O Cine Debate do CFCL Benê do SINESP discutiu, no dia 15 de setembro, o filme Atlantique, da diretora francesa Mati Diop. Pela plataforma Zoom, os professores Jean Siqueira e Marcos Maurício conduziram os debates sobre a obra, construída a partir de diversas possibilidades simbólicas presentes no uso de imagens do mar, neste caso específico do Oceano Atlântico, como elemento articulador da narrativa.
Lançado em 2019, o longa-metragem é uma produção envolvendo subsídios do Senegal, Costa do Marfim, França e Bélgica, e gravado em Dakar, capital do Senegal, com o uso de um elenco local. Desse modo, após a conversa sobre o filme nigeriano Amina – no Cine Debate de agosto – Atlantique veio dar continuidade aos trabalhos do Cine Debate com obras cinematográficas produzidas fora do eixo EUA/Europa, no caso, mais uma obra vinda do continente africano.
Falado no idioma uólolei – nome proveniente da etnia dos uolofes, grupo quantitativamente dominante na composição da população do Senegal – as línguas inglesa e francesa também são empregadas ocasionalmente nos diálogos do filme.
Atlantique é o primeiro filme de longa duração dirigido por Diop, cineasta cuja produção até então se restringia à direção de filmes de curta metragem (entre trabalhos ficcionais e documentários – um deles, inclusive, chamado Atlantiques, sobre a imigração de trabalhadores senegaleses para a Europa). Além de diretora e roteirista desses trabalhos, Diop também trabalha como atriz em filmes franceses.
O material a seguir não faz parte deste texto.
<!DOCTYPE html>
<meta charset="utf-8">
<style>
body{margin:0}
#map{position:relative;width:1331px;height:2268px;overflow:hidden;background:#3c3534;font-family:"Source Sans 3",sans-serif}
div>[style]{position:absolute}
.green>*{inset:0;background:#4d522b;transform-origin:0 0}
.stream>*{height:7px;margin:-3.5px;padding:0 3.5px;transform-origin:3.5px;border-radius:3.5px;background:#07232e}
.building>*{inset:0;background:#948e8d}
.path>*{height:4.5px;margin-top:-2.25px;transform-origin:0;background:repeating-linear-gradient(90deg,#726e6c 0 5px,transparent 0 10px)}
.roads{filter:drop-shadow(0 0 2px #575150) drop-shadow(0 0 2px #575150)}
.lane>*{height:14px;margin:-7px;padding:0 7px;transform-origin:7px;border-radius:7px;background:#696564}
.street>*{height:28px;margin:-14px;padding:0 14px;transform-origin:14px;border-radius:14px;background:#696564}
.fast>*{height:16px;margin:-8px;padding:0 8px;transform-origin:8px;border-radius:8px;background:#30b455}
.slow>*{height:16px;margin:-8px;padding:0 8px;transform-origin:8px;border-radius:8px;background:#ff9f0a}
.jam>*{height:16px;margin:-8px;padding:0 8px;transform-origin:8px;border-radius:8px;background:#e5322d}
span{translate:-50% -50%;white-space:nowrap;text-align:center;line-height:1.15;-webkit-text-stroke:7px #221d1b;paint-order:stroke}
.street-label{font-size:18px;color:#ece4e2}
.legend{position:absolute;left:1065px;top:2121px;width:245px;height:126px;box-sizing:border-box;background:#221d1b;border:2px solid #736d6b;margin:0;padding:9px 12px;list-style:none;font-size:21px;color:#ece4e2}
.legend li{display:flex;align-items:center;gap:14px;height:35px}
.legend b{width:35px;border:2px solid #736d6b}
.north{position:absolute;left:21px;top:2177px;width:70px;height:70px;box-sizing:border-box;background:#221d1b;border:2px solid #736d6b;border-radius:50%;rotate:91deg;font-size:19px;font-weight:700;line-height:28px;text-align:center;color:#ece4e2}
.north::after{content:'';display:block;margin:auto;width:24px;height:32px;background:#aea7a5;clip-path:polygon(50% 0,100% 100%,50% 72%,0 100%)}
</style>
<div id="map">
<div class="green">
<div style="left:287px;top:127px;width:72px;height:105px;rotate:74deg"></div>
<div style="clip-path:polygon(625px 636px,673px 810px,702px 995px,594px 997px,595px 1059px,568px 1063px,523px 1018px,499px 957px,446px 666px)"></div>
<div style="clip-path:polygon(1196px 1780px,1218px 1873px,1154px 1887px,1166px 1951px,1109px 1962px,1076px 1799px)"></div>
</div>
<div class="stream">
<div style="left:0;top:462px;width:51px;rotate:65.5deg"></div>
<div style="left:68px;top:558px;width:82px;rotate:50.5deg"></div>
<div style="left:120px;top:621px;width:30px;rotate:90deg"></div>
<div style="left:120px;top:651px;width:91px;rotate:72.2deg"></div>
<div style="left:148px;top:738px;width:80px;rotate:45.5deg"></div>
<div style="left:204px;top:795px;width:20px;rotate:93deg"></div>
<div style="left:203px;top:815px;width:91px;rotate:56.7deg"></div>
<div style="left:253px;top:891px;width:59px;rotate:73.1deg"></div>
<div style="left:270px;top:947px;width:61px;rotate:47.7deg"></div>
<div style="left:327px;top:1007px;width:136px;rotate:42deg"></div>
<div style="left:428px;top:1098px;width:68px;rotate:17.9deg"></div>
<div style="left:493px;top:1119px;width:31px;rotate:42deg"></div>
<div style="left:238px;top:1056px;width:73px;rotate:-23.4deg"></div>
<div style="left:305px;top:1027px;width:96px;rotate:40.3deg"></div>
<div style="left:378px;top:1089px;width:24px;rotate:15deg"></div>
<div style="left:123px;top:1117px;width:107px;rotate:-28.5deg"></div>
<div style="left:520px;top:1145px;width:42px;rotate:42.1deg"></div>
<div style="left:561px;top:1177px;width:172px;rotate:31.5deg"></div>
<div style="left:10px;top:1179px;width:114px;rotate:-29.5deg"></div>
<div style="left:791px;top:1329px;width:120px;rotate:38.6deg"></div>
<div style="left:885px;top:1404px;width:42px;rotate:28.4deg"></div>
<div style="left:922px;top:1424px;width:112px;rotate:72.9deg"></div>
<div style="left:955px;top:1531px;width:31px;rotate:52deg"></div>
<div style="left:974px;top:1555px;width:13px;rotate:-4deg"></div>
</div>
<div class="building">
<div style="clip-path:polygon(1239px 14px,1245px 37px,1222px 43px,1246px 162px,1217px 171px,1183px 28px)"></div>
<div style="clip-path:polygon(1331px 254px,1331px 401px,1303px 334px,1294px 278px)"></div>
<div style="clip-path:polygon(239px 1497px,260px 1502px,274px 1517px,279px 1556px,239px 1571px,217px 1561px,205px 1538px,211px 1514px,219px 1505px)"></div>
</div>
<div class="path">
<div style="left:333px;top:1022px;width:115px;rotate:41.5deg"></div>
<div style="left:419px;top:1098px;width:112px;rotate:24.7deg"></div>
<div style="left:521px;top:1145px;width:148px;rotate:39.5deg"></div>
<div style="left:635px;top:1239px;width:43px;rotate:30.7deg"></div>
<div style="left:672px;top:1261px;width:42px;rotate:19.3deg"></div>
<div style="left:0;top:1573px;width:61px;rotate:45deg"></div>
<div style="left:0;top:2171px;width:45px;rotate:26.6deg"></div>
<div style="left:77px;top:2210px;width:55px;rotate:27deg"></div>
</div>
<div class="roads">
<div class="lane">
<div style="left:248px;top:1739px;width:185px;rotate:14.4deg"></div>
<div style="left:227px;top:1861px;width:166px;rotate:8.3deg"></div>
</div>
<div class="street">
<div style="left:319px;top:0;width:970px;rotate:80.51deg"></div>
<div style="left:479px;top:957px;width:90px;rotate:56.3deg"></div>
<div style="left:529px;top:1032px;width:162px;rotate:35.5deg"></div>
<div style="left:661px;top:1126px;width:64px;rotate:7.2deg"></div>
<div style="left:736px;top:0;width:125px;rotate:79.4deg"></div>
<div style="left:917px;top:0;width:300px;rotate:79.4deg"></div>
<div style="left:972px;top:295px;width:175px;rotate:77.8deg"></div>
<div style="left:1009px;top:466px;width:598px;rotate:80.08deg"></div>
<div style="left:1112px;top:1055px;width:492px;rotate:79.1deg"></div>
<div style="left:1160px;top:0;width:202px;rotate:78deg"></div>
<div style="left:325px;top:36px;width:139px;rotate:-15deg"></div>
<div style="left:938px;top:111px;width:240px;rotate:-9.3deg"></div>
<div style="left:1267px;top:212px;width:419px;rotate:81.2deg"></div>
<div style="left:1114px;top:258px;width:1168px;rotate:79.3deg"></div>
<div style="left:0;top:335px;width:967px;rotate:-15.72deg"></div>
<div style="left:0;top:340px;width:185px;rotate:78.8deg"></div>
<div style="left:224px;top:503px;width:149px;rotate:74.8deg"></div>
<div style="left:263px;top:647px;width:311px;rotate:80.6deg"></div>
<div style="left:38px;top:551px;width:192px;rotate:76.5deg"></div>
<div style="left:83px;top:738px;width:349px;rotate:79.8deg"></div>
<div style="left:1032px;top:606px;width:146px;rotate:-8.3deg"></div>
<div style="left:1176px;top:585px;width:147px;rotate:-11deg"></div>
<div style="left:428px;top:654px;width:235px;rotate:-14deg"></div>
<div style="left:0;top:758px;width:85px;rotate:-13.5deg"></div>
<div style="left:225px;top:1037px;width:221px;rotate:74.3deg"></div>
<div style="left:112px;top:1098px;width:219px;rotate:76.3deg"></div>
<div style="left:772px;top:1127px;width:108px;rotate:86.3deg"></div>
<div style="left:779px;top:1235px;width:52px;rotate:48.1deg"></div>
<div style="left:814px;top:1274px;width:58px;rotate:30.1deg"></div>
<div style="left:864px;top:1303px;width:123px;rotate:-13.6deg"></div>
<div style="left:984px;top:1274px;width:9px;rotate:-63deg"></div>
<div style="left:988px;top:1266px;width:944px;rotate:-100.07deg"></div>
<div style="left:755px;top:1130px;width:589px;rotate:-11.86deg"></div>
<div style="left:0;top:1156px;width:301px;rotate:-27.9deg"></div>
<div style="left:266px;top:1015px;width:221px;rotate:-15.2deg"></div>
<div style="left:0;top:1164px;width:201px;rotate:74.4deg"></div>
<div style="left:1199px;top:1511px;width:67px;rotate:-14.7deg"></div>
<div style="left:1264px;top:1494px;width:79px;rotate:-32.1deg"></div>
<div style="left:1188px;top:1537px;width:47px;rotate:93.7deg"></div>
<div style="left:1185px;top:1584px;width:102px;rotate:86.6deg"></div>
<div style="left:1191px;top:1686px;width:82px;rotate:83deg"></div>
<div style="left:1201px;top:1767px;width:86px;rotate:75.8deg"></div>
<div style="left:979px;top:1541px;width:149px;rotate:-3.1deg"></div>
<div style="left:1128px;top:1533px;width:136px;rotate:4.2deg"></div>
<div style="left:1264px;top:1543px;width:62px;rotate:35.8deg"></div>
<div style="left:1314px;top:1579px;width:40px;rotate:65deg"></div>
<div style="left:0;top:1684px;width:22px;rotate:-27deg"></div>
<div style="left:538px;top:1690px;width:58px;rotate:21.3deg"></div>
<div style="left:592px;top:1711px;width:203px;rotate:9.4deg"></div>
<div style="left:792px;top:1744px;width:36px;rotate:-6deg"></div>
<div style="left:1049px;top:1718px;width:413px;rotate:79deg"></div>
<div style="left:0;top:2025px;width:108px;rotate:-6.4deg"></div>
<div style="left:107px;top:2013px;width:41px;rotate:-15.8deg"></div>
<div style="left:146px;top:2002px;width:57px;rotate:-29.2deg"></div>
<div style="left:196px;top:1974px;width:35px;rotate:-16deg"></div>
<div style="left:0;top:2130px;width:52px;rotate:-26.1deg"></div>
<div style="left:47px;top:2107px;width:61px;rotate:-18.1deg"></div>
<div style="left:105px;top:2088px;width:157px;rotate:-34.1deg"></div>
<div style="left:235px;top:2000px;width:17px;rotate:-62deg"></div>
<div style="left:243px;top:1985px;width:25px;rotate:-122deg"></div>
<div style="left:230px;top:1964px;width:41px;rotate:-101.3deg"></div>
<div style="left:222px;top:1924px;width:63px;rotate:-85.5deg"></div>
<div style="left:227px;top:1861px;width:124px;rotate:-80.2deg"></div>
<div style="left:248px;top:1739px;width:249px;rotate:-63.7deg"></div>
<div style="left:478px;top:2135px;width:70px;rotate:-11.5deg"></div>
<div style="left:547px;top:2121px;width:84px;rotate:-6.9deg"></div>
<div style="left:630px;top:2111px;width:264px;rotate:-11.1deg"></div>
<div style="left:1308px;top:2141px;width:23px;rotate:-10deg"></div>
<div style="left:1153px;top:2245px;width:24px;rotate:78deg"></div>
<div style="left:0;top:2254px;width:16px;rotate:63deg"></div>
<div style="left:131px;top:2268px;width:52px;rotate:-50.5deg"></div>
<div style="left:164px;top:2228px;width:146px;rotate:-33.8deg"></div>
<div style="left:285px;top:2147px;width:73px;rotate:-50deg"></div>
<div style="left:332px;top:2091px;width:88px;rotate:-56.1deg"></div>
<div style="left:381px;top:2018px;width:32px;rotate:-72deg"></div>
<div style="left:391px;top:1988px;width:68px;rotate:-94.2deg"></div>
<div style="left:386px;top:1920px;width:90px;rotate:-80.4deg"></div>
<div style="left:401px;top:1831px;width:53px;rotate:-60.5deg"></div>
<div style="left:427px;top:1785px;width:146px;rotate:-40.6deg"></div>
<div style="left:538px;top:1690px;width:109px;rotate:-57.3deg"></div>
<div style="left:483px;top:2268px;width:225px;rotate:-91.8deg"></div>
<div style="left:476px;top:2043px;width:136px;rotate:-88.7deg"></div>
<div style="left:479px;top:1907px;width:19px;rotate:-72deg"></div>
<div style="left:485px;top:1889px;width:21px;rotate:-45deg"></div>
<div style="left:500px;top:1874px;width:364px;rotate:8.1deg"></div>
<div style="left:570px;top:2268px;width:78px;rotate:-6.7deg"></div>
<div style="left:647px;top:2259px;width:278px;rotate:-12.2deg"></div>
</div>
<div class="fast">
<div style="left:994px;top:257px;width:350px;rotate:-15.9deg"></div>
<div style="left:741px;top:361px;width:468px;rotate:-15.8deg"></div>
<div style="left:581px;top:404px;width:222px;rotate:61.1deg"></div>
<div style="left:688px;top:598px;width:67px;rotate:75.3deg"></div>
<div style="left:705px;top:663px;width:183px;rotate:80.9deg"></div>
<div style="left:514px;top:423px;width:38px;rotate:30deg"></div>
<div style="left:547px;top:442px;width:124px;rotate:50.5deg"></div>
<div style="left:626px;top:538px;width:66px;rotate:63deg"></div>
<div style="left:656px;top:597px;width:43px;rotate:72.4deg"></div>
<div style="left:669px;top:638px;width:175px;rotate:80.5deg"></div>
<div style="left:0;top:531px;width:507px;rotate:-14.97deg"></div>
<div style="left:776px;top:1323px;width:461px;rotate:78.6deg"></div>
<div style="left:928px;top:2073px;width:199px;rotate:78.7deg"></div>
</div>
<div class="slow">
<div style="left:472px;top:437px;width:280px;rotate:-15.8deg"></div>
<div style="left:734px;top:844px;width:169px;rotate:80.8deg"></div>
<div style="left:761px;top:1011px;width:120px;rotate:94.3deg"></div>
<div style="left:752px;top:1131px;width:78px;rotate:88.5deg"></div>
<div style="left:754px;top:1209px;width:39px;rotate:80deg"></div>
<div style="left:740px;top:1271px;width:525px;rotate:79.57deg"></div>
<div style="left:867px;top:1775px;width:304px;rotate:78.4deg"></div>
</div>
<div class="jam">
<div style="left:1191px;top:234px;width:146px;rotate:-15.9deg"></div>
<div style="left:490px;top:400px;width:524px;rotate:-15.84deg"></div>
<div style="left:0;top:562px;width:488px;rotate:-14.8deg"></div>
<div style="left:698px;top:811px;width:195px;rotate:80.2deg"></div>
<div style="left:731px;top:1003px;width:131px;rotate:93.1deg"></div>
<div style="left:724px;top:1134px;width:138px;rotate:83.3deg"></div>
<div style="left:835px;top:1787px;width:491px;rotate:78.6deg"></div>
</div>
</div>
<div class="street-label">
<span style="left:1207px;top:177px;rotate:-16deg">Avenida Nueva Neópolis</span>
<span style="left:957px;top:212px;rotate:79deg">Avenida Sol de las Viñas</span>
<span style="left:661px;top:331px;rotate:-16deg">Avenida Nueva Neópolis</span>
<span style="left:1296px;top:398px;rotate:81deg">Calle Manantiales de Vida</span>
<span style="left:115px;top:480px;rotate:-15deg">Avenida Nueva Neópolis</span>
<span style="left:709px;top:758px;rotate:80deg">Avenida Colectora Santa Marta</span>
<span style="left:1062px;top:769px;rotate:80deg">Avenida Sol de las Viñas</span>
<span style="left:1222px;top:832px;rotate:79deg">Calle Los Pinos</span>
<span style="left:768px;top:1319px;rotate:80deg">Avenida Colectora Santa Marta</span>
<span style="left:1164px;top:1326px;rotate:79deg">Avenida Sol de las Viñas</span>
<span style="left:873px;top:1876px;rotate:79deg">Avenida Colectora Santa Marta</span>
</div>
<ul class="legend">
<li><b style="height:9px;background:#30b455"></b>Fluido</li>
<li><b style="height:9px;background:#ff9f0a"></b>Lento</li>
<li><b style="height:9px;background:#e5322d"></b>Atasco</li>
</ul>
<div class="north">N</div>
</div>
No ano do lançamento, Atlantique conquistou o prêmio de melhor filme no Grand Prix de Cannes, uma premiação do júri e a segunda mais importante do festival, perdendo a Palma de Ouro para Parasita – obra sul-coreana que ganharia também o Oscar de melhor filme no ano seguinte. Atlantique foi o indicado pelo Senegal para o Oscar, mas não foi um dos cinco escolhidos para concorrer à premiação.
Opressão às mulheres, desigualdades sociais e luta de classes são temas marcantes no filme
Na trama da diretora francesa analisada pelos filiados, Souleiman, um empregado da construção civil que está há meses sem receber pagamento por seu trabalho, opta por buscar outras oportunidades de vida se aventurando em uma viagem marítima para a Espanha, abandonando sua amada, Ada, uma jovem de sua classe social prestes a se casar com um homem rico. Após sua partida, coisas estranhas começam a acontecer no entorno de Ada. Dizer mais do que isso é entregar surpresas que o roteiro do filme, escrito pela diretora em coautoria, pretende entregar ao público.
Na discussão, o trabalho do elenco, em especial o da atriz no papel de Ada (Mame Bineta Sane) e do inspetor Issa (Amadou Mbow), foi considerado promissor, ainda mais levando em consideração serem jovens atores e atrizes, a maioria deles sem experiência prévia no grande cinema.
Os temas colocados em pauta pelo filme também foram considerados muito relevantes, com destaque para o da luta de classes, visível pelo confronto entre os trabalhadores pobres e o rico empresário da construção civil, pouco preocupado com a condição dos operários contratados por seu empreendimento.
Outra questão que surgiu como central para o desenvolvimento do roteiro de Atlantique foi a da opressão das mulheres e seu papel em uma sociedade de casamentos arranjados e o domínio social masculino.
O tema da imigração oriunda de nações em conflito ou atravessadas por condições sociais e econômicas adversas, seus perigos e desafios, também veio à tona.
Apesar de modesto em termos materiais, Atlantique pareceu realizar um trabalho muito mais lapidado e imensamente mais cuidadoso do que o alcançado em Amina. Provavelmente, as decisões da direção ao usar diversas locações externas e explorar uma perspectiva mais documental graças ao seu trabalho de câmeras (uso recorrente da câmera na mão em vez da captura estática, por exemplo) – marcas habituais em obras com orçamentos menores – contribuiu para alcançar bons resultados narrativos e propiciar um convincente clima para o comentário social.
Conforme observado ao longo do debate, se o filme de Diop peca em alguns aspectos ao omitir informações que poderiam ajudar no desenvolvimento do roteiro e na melhor resolução de alguns pontos importantes de sua construção. Por outro lado, levando-se em conta que se trata do primeiro longa-metragem de uma jovem cineasta, são inegáveis os diversos méritos que Atlantique apresenta. Não por acaso, o filme foi premiado em uma competição da grandeza e do prestígio do Festival de Cannes.